Siamo circondati dalla bellezza. Non è una notazione estetica, ma sociale, dato che il termine è ormai ampiamente abusato per descrivere, con una nuance di intellettualismo, ciò che ci piace. Non si sente, o si legge più “che bello“, a proposito di un libro, un film, un disco o un panorama, ma piuttosto: “quanta bellezza!!!!”. La via intrapresa è quella del tic verbale sul modello di altri maturati in tempi recenti quale il famoso ossimoro del “silenzio assordante“, che con l’uso e l’abuso tendono a perdere contenuto, significando tutto o niente a seconda del pronunciante o del contesto in cui vengono pronunciati.
Il batterista di origini serbe di stanza a Parigi, Srdjan Ivanovic, alla bellezza ha dedicato il suo quarto cd, riassumendo in una frase, stavolta non banale, la sua declinazione del sostantivo.
“Quando iniziai a ricevere domande su questo nuovo album, il mio primo pensiero fu che la bellezza riposa in ogni cosa, ma ripensandoci, direi piuttosto che tutto è meraviglioso, ma noi “riposiamo” e non ce ne accorgiamo. Talvolta qualcuno crea qualcosa che ci tocca nel profondo, ci risveglia, e per un momento vediamo tutto brillare nella giusta luce, Spero che questo disco possa procurare a chi lo ascolterà un effetto simile “.

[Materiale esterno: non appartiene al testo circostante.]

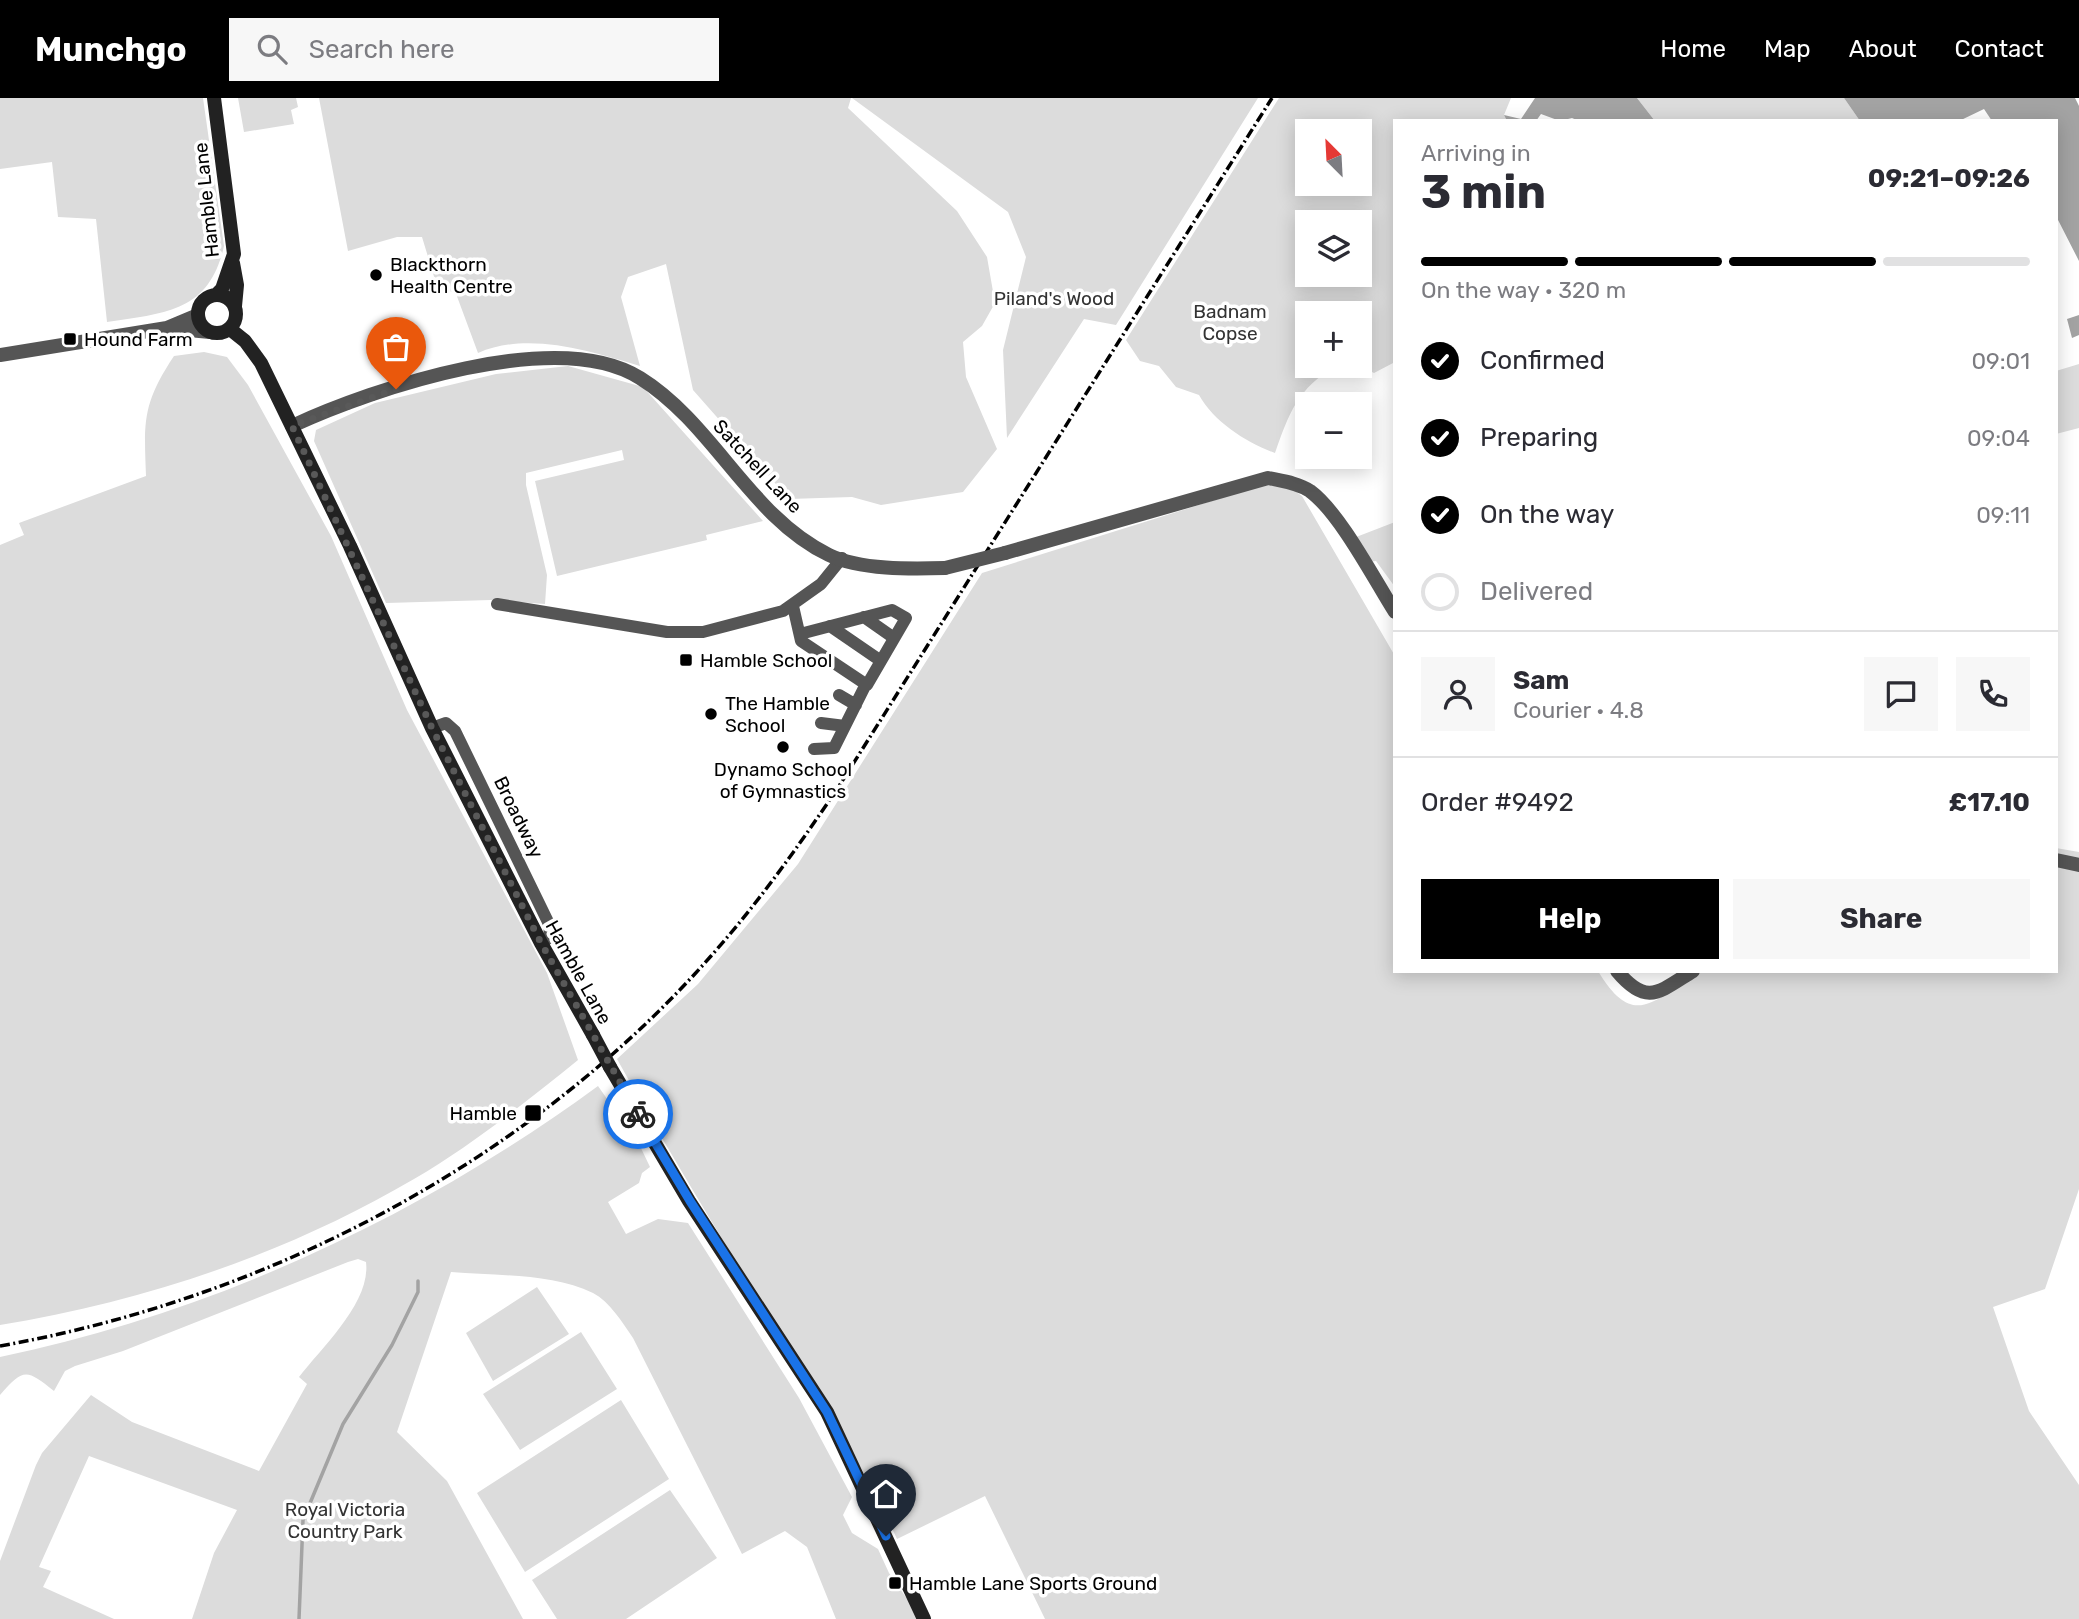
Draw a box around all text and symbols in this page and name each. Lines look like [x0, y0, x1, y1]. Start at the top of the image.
search box [229, 18, 719, 81]
text: Munchgo [35, 30, 187, 69]
icon: search [253, 30, 291, 68]
text: Search here [309, 34, 455, 65]
text: Home [1660, 35, 1726, 63]
text: Map [1764, 35, 1811, 63]
text: About [1849, 35, 1917, 63]
text: Contact [1955, 35, 2044, 63]
north arrow [1295, 119, 1372, 196]
map controls [1295, 119, 1372, 469]
text: Arriving in [1421, 139, 1531, 167]
street label: Hamble Lane [189, 141, 224, 259]
text: 09:21–09:26 [1868, 163, 2030, 194]
text: 3 min [1421, 165, 1546, 220]
button: layers [1295, 210, 1372, 287]
place label: Blackthorn Health Centre [390, 253, 513, 298]
marker: Blackthorn Health Centre [368, 267, 384, 283]
text: On the way · 320 m [1421, 276, 1626, 304]
park label: Piland's Wood [994, 287, 1114, 310]
park label: Badnam Copse [1193, 300, 1267, 345]
button: + [1295, 301, 1372, 378]
pin [366, 317, 426, 389]
place label: Hound Farm [84, 328, 193, 351]
icon: bag [377, 328, 415, 366]
marker: Hound Farm [62, 331, 78, 347]
icon: check [1421, 342, 1459, 380]
text: Confirmed [1480, 345, 1605, 376]
text: 09:01 [1971, 347, 2030, 375]
button: − [1295, 392, 1372, 469]
street label: Satchell Lane [708, 415, 807, 518]
icon: check [1421, 419, 1459, 457]
text: Preparing [1480, 422, 1598, 453]
text: 09:04 [1967, 424, 2030, 452]
icon: check [1421, 496, 1459, 534]
text: On the way [1480, 499, 1614, 530]
text: 09:11 [1976, 501, 2030, 529]
text: Delivered [1480, 576, 1593, 607]
place label: Hamble School [700, 649, 832, 672]
marker: Hamble School [678, 652, 694, 668]
button: person [1421, 657, 1495, 731]
button: chat [1864, 657, 1938, 731]
button: phone [1956, 657, 2030, 731]
text: Sam [1513, 665, 1569, 696]
place label: The Hamble School [725, 692, 830, 737]
text: Courier · 4.8 [1513, 696, 1644, 724]
marker: The Hamble School [703, 706, 719, 722]
marker: Dynamo School of Gymnastics [775, 739, 791, 755]
place label: Dynamo School of Gymnastics [714, 758, 852, 803]
street label: Broadway [489, 773, 548, 862]
text: Order #9492 [1421, 787, 1574, 818]
text: £17.10 [1949, 787, 2030, 818]
button: Help [1421, 879, 1719, 959]
button: Share [1733, 879, 2030, 959]
street label: Hamble Lane [541, 916, 617, 1028]
courier [603, 1079, 673, 1149]
icon: bike [619, 1095, 657, 1133]
place label: Hamble [449, 1102, 517, 1125]
marker: Hamble [523, 1103, 543, 1123]
pin [856, 1464, 916, 1536]
icon: home [867, 1475, 905, 1513]
park label: Royal Victoria Country Park [285, 1498, 405, 1543]
place label: Hamble Lane Sports Ground [909, 1572, 1157, 1595]
marker: Hamble Lane Sports Ground [887, 1575, 903, 1591]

Tradotto in note, il pensiero di Ivanovic assume in questo “Sleeping Beauty” (Moon June Records) le sembianze di una musica rilassata e lunare, che gravita fra il jazz e la world, adagiata fra le note cariche di pathos della tromba e quelle della cangiante chitarra, con grande attenzione al lato melodico e ad alla profondità, dimensione piuttosto insolita per un disco di un batterista che qui emerge soprattutto nel ruolo di compositore.

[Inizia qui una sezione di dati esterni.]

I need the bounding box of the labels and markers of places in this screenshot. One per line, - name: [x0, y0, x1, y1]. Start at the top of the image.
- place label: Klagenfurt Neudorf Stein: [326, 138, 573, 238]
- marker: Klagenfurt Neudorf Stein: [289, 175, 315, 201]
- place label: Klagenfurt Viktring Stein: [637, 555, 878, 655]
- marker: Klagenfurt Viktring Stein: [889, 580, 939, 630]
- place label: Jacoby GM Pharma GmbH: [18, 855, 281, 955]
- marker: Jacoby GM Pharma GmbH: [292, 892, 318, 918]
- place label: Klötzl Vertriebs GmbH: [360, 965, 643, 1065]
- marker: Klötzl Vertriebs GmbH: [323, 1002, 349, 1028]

Il tutto ad opera di un quartetto multietnico con il trombettista greco Andreas Polyzogopoulos, il chitarrista italiano Federico Casagrande, ascoltato di recente al fianco di Enrico Pieranunzi e Francesco Bearzatti, il bassista bulgaro Mihail Ivanov, insieme all’ospite Magic Malik, flautista proveniente dalla Costa d’Avorio, formazione che rappresenta una nuova edizione del Blazin Quartet, nelle tre prove precedenti privo di chitarre e molto più caratterizzato dalla presenza di strumenti a fiato.
Introdotte e chiuse dal canto degli uccellini registrati durante il periodo di lockdown nella campagna francese, rispettivamente all’alba e di notte, scorrono i dialoghi fra batteria e tromba della title track, dedicata alla moglie di Ivanonovic, Catherine, un omaggio ad Ennio Morricone con una versione di “The man with the harmonica” (C’era una volta il west) che nasce nelle tenebre, si sviluppa sul filo teso dalla tromba e conquista infine la luce con uno spaziale solo della chitarra, le suggestioni etniche di “Guchi“,ripresa dal precedente album “Jalkan Bazz“, con il flauto e la voce di Malik a tessere lunghe linee melodiche di impronta africana, un solo della tromba virata nei toni sabbiosi di Jon Hassel, ed uno di chitarra che ripropone il tema principale. Ed ancora i ritmi ipnotici fra Africa e Balcani di “Rue des balkans“, con il flauto di Malik nuovamente protagonista, ed “A l’aube de cinquième jour”, una ballad dai toni immaginifici sostenuta dall’inventivo drumming del leader.
Un bel biglietto di presentazione, che alimenta la curiosità di conoscere ulteriori sfumature del quartetto: per chi voglia saziarla con la prova del concerto, ecco il link per collegarsi all’esibizione che Ivanovic e soci terranno a France Musique il prossimo 15 maggio, con Malik e Chistophe Panzani ospiti ai flauti e saxes.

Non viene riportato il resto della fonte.